Controversial writer and activist Larry Kramer (born 1935), is known primarily for his criticism of political figures, media, and medical organizations for their poor response to the AIDS epidemic. Through his writing and speaking he has stirred controversy within the gay community, by chastising those who proclaim a right to promiscuity as irresponsible and ultimately self-defeating. Both supporters and detractors are likely to agree that Kramer is a colorful, forceful and strong-willed voice in American culture.
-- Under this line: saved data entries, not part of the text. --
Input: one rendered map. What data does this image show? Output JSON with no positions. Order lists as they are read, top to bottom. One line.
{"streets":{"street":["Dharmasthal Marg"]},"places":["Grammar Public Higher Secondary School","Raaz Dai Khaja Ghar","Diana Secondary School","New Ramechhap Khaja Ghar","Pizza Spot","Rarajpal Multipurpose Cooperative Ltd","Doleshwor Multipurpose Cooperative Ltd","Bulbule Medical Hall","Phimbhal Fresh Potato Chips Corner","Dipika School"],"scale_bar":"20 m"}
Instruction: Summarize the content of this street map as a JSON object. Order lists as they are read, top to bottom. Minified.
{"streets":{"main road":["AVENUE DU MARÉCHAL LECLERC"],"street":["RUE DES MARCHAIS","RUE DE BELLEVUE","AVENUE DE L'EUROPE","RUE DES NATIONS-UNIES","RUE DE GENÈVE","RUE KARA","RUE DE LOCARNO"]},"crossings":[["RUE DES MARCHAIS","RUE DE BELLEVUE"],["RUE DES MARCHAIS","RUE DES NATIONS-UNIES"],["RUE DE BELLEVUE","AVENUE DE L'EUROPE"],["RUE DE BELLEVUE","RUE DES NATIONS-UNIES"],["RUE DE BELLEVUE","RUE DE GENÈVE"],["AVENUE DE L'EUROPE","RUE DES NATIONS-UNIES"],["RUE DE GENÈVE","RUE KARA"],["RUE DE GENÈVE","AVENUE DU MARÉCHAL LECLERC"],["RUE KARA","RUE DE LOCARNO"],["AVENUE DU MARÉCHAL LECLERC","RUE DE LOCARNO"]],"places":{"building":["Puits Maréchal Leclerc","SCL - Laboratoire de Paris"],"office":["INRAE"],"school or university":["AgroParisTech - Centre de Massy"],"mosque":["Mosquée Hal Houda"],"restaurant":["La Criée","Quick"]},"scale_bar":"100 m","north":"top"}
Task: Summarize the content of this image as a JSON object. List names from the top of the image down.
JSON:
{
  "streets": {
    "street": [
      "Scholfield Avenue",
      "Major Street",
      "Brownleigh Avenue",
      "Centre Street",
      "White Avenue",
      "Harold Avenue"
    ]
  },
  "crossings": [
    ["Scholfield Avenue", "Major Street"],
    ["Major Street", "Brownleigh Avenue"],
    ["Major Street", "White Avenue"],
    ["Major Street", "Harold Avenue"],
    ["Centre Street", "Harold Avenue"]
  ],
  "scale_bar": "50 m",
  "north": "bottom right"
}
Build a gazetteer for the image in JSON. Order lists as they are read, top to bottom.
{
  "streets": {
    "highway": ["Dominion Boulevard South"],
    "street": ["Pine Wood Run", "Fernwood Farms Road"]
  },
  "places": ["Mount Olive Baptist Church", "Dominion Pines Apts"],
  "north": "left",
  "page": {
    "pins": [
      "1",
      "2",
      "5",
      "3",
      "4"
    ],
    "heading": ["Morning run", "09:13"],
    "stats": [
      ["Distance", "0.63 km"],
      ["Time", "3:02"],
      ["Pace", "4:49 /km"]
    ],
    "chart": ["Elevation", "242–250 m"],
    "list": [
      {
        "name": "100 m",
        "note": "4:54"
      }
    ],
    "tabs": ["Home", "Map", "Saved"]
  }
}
A 1957 graduate of Yale University with a bachelor of arts degree, Kramer first gained national recognition for his 1970 screen adaptation of D. H. Lawrence's Women in Love. This work earned four Oscar nominations, including "Best Screenplay." He next found himself in the spotlight for his satirical novel Faggots (1978), which poked fun at and rebuked urban gay men for their, as he described it, indiscriminate and hazardous lifestyle. Some readers appreciated Kramer's criticism of those gay men who present themselves as unable or unwilling to maintain meaningful, monogamous relationships. Others ridiculed Kramer for his intrusively moralistic prescription of how gay men should act. On the British, Minerva, edition of Faggots, playwright Tony Kushner lauded the work as "a documentation of an era, as savage and savagely funny social parody, as a cry in the wilderness, and as a prescient, accurate reading of the writing on the wall."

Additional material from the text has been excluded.